Following the Fed’s 75 bp announcement, the price of stocks leaped, as Bitcoin’s (BTC) price went up by 1% one-hour post-announcement. Gold and silver also reacted to the announcement with 0.98% and 1.58% price surges in gold per troy ounce for gold and silver, respectively.
In his subsequent speech, Jerome Powell articulated the necessity for increasing rates and stringent monetary policy, citing the need to combat the country’s ‘red-hot inflation.’ On several instances, the chair has said that the Federal Reserve is striving to achieve the 2% inflation rate, calling it an important goal for the central bank.
When journalists asked Powell whether the Fed would change course by December, the Fed chair said:
“The slowdown in restrictive measures is approaching and could happen at the upcoming meeting or the next.”
The Fed chair also said that Americans could expect more rate increases, though possibly not equal to the magnitude of previous ones. He also explained the uncertainty surrounding the level of interest rates, saying:
“…Even so, we still have some ways to go, and incoming data since our last meeting suggests that the ultimate level of interest rates will be higher than previously expected.”
Industry pundits and market analysts think all the good reports about job increases and rising order rates in the economy are a false narrative to serve as a strategy for the November 8 elections.
“Jerome Powell can talk as much as he wants about the increase in the confidence index, the victory over the recession, and make other hard-to-believe conclusions; the market will not be deceived.”
Inflation remains in acceleration mode, despite a revised calculating method. The current 8.2% discourages any speculation that all indicators will collapse post-election. It is a widespread belief that inflation will cross the double-digit threshold even as state reserves of oil and diesel fuel approach complete exhaustion.
Resultantly, some experts support the Fed’s move to raise interest rates despite its effect of causing more unemployment. The dual authority of the Federal Reserve holds that it must balance inflation and employment.
In his Washington Post column, former U.S. Treasury Secretary Larry Summers invited Fed Chair Jerome Powell to ‘maintain an aggressive stance on rate hikes, even if it causes job losses in the short term.
What This Means For Crypto
The growth experienced by stocks, precious metals, and Bitcoin following the FOMC statement began to slow down right after Powell’s press conference was over, with all four major stock indexes going down and BTC recording up to -1%.
Vigorous rate hikes are detrimental to crypto prices, and market pundits speculate that price volatility will continue in the short term. The Federal Reserve strives to stabilize the economy and inflation through rate hikes.

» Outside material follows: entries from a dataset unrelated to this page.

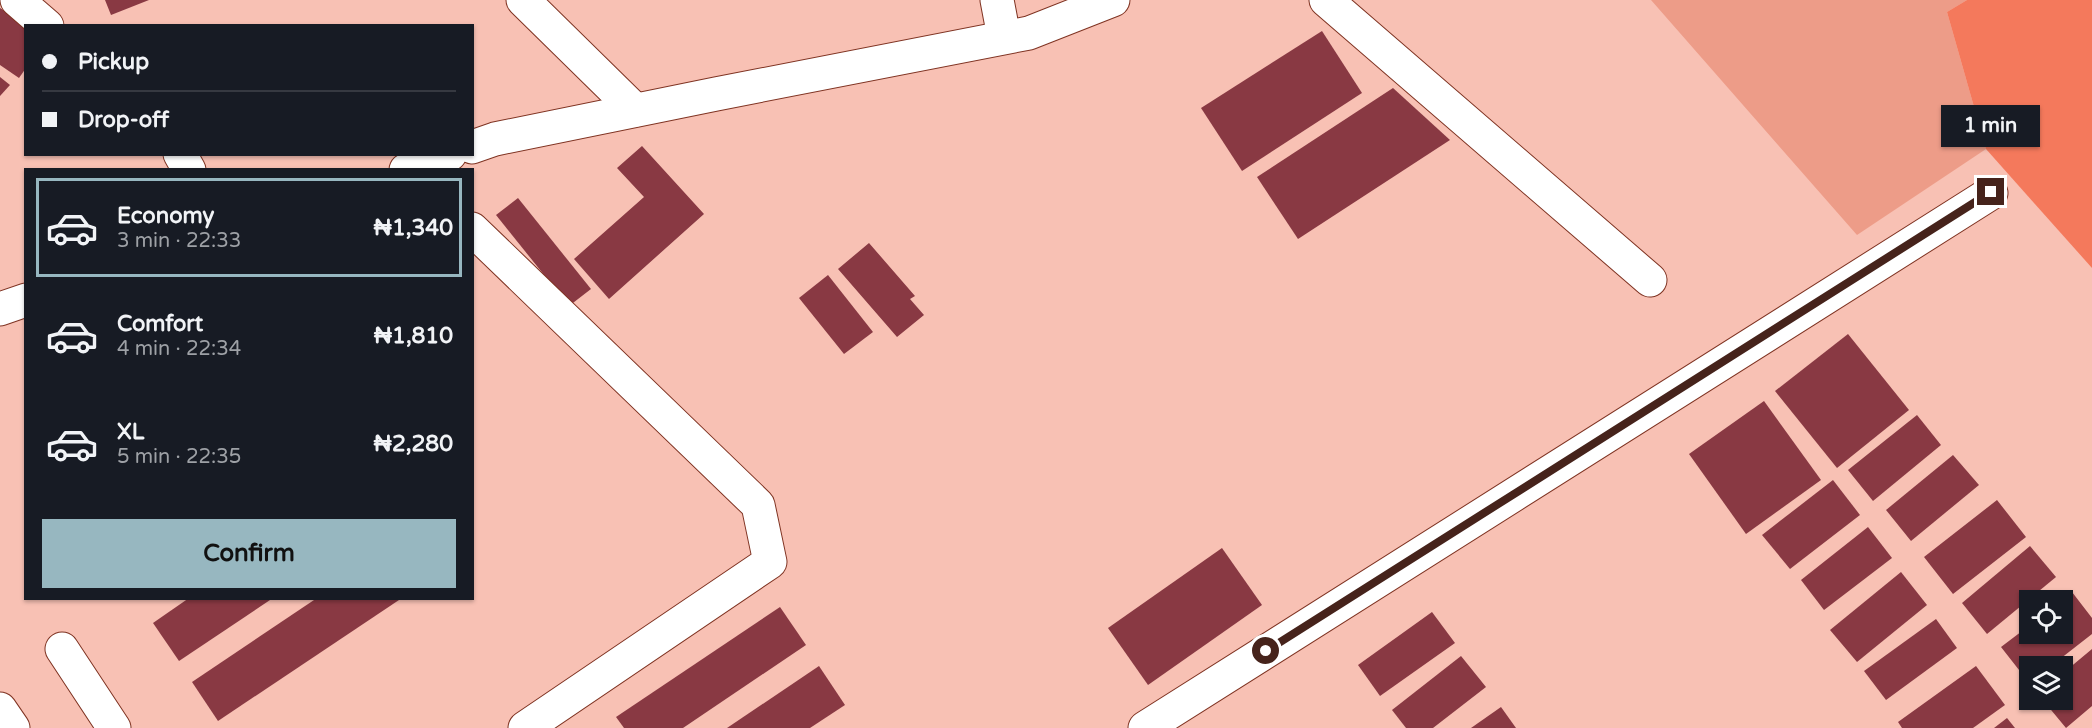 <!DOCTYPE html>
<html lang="en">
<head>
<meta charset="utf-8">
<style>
	:root { --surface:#171b24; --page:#242831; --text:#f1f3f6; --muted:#9ea1a6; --line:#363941; --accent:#97b7c0 }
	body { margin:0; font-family:"Varela Round",sans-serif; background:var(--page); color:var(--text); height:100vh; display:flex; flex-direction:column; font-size:22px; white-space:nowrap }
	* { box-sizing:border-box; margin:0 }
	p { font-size:20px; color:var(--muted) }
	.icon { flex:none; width:33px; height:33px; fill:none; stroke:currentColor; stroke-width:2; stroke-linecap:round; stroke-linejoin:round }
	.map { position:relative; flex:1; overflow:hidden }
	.drawer { position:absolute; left:24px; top:168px; width:450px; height:432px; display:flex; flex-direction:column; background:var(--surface); border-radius:0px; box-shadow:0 2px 4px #0004 }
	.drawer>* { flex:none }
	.top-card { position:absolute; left:24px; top:24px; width:450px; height:132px; border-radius:0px; box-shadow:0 2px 4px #0004; display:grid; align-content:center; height:132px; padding:0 18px; background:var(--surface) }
	.fabs { position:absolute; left:2019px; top:590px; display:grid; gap:12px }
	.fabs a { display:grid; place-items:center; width:54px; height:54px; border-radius:0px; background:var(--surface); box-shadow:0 2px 4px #0004; font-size:30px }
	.end { position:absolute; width:27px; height:27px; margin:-14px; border:8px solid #46231b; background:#fff; box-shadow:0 0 0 3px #fff }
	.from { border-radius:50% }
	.bubble { position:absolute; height:42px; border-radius:0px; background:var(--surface); box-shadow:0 2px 4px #0004; font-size:20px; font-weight:700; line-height:42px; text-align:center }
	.top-card b { display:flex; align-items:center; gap:21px; height:57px; font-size:22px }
	.top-card b+b { border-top:2px solid var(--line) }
	.top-card i { width:15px; height:15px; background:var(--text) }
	ul { padding:10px 0 0; list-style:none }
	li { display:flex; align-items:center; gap:18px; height:99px; margin:0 12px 9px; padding:0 6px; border:3px solid transparent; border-radius:0px }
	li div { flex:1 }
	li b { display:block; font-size:22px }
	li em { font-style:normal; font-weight:700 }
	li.selected { border-color:var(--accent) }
	li>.icon { width:54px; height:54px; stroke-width:1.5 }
	.button { display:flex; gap:12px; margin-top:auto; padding:12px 18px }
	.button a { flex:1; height:69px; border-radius:0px; background:var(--accent); color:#111; font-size:24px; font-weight:700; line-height:69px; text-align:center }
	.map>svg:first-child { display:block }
	.green { fill:#ed9c88 }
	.forest { fill:#f4795c }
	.building { fill:#893943 }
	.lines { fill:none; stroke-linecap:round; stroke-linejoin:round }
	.minor-casing { stroke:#7f3322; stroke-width:35 }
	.minor { stroke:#fff; stroke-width:33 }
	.route { stroke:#46231b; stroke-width:8 }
</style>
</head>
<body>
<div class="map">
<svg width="2092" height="728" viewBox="0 0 2092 728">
	<rect width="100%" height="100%" fill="#f8c1b4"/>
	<path class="green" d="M1651,0H1967L1947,12L1986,149L1857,235Z"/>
	<path class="forest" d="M1967,0H2092V268L1986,149L1947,12Z"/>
	<g class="building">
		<path d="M105,0H149L111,15Z"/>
		<path d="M0,8L26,24V68L19,78L0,65Z"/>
		<path d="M1322,31L1362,93L1242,171L1201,108Z"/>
		<path d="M0,77L10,85L0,96Z"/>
		<path d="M1393,88L1450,140L1298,239L1257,177Z"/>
		<path d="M642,146L704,214L609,299L574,259L644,197L617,168Z"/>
		<path d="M518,198L591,289L569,306L496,215Z"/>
		<path d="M869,243L915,296L910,299L924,315L897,337L838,269Z"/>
		<path d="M828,275L873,332L844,354L799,298Z"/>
		<path d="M1848,334L1909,410L1837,468L1775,391Z"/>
		<path d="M1764,401L1821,480L1746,534L1689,454Z"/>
		<path d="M1917,415L1941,445L1873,501L1848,470Z"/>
		<path d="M1953,455L1979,485L1911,541L1886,510Z"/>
		<path d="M1833,480L1860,515L1790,569L1762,535Z"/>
		<path d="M1997,500L2026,537L1953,594L1924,557Z"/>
		<path d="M1868,527L1892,558L1824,610L1801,580Z"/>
		<path d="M2030,546L2056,577L1987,634L1962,603Z"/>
		<path d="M1222,548L1262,605L1148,685L1108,628Z"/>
		<path d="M1901,572L1927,605L1857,662L1830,630Z"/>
		<path d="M2072,592L2092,618V634L2051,666H2030V684L2001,647L2030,625V633H2062V600Z"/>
		<path d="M189,598H273L179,661L153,623Z"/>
		<path d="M317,598H402L218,721L192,682Z"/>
		<path d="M780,607L806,645L683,728H624L616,717Z"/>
		<path d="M1432,612L1455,643L1380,696L1358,665Z"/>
		<path d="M1936,619L1957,648L1886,700L1864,671Z"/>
		<path d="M2092,649V706L2066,728L2042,699H2062V674Z"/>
		<path d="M1461,656L1486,687L1433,728H1406L1392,710Z"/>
		<path d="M819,666L845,705L810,728H727Z"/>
		<path d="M1976,666L2005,705L1973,728H1902L1898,722Z"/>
		<path d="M1501,707L1516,728H1471Z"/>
		<path d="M2007,718L2015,728H1994Z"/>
	</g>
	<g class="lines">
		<defs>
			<g id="minor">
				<path d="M17,0L47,26"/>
				<path d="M523,0L635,110"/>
				<path d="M997,0L1004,37"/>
				<path d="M1326,0L1650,280"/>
				<path d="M472,147L495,139L716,94L1029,33L1113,0"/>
				<path d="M180,154L189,170"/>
				<path d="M406,170L450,154"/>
				<path d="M472,229L758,505L770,562L525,728"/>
				<path d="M0,309L26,300"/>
				<path d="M62,649L114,728"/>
				<path d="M0,709L13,728"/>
				<path d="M1145,728L1991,193"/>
			</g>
		</defs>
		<use href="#minor" class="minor-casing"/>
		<use href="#minor" class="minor"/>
	</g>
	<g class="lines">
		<path class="route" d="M1266,651L1991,192"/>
	</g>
</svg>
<div class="fabs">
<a><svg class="icon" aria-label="locate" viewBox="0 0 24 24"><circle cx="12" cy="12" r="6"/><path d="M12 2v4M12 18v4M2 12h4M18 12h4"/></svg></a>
<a><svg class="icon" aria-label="layers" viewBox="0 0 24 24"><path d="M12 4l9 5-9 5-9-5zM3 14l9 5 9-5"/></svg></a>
</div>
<i class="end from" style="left:1266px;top:651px"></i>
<i class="end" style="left:1991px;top:192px"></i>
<div class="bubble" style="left:1941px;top:105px;width:99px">1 min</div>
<div class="top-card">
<b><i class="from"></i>Pickup</b>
<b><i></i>Drop-off</b>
</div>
<section class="drawer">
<ul>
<li class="selected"><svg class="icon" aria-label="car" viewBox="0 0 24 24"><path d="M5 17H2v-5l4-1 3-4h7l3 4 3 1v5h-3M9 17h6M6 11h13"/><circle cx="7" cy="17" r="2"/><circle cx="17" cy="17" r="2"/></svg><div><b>Economy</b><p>3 min · 22:33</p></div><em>₦1,340</em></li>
<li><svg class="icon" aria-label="car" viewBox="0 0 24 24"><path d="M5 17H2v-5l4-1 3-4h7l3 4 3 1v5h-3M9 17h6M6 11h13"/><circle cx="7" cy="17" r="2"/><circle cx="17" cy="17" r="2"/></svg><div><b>Comfort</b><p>4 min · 22:34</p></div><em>₦1,810</em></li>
<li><svg class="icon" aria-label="car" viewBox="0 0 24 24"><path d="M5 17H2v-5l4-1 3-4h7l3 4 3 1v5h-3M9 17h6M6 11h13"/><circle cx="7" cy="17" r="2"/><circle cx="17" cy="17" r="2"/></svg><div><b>XL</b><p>5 min · 22:35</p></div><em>₦2,280</em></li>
</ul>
<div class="button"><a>Confirm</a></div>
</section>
</div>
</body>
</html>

Nonetheless, as a consequence is expected to end price increases, and a slowing economy negatively affects corporate earnings and market sentiment.
The negative sentiment goes past Wall Street to influence the crypto market. This comes as industry players become more risk-averse in response to a deteriorating economy. Interest rate hikes are progressively suppressing the U.S. economy, which has already suffered two consecutive quarters of poor GDP this year and is on the brink of a recession. If the stock market topples over following the latest rate hike, the crypto market will also fall.
Considering how quickly interest rates have been climbing in 2022, a key concern is how high they will go. Given that the crypto economy relies on solid fundamentals in the long term, investors may use this as the opportune time to acquire select high-quality investments at low costs. Historically, those who dive deep into the market during such turbulent times when market sentiment hits the bottom end up being the biggest winners in the bull market.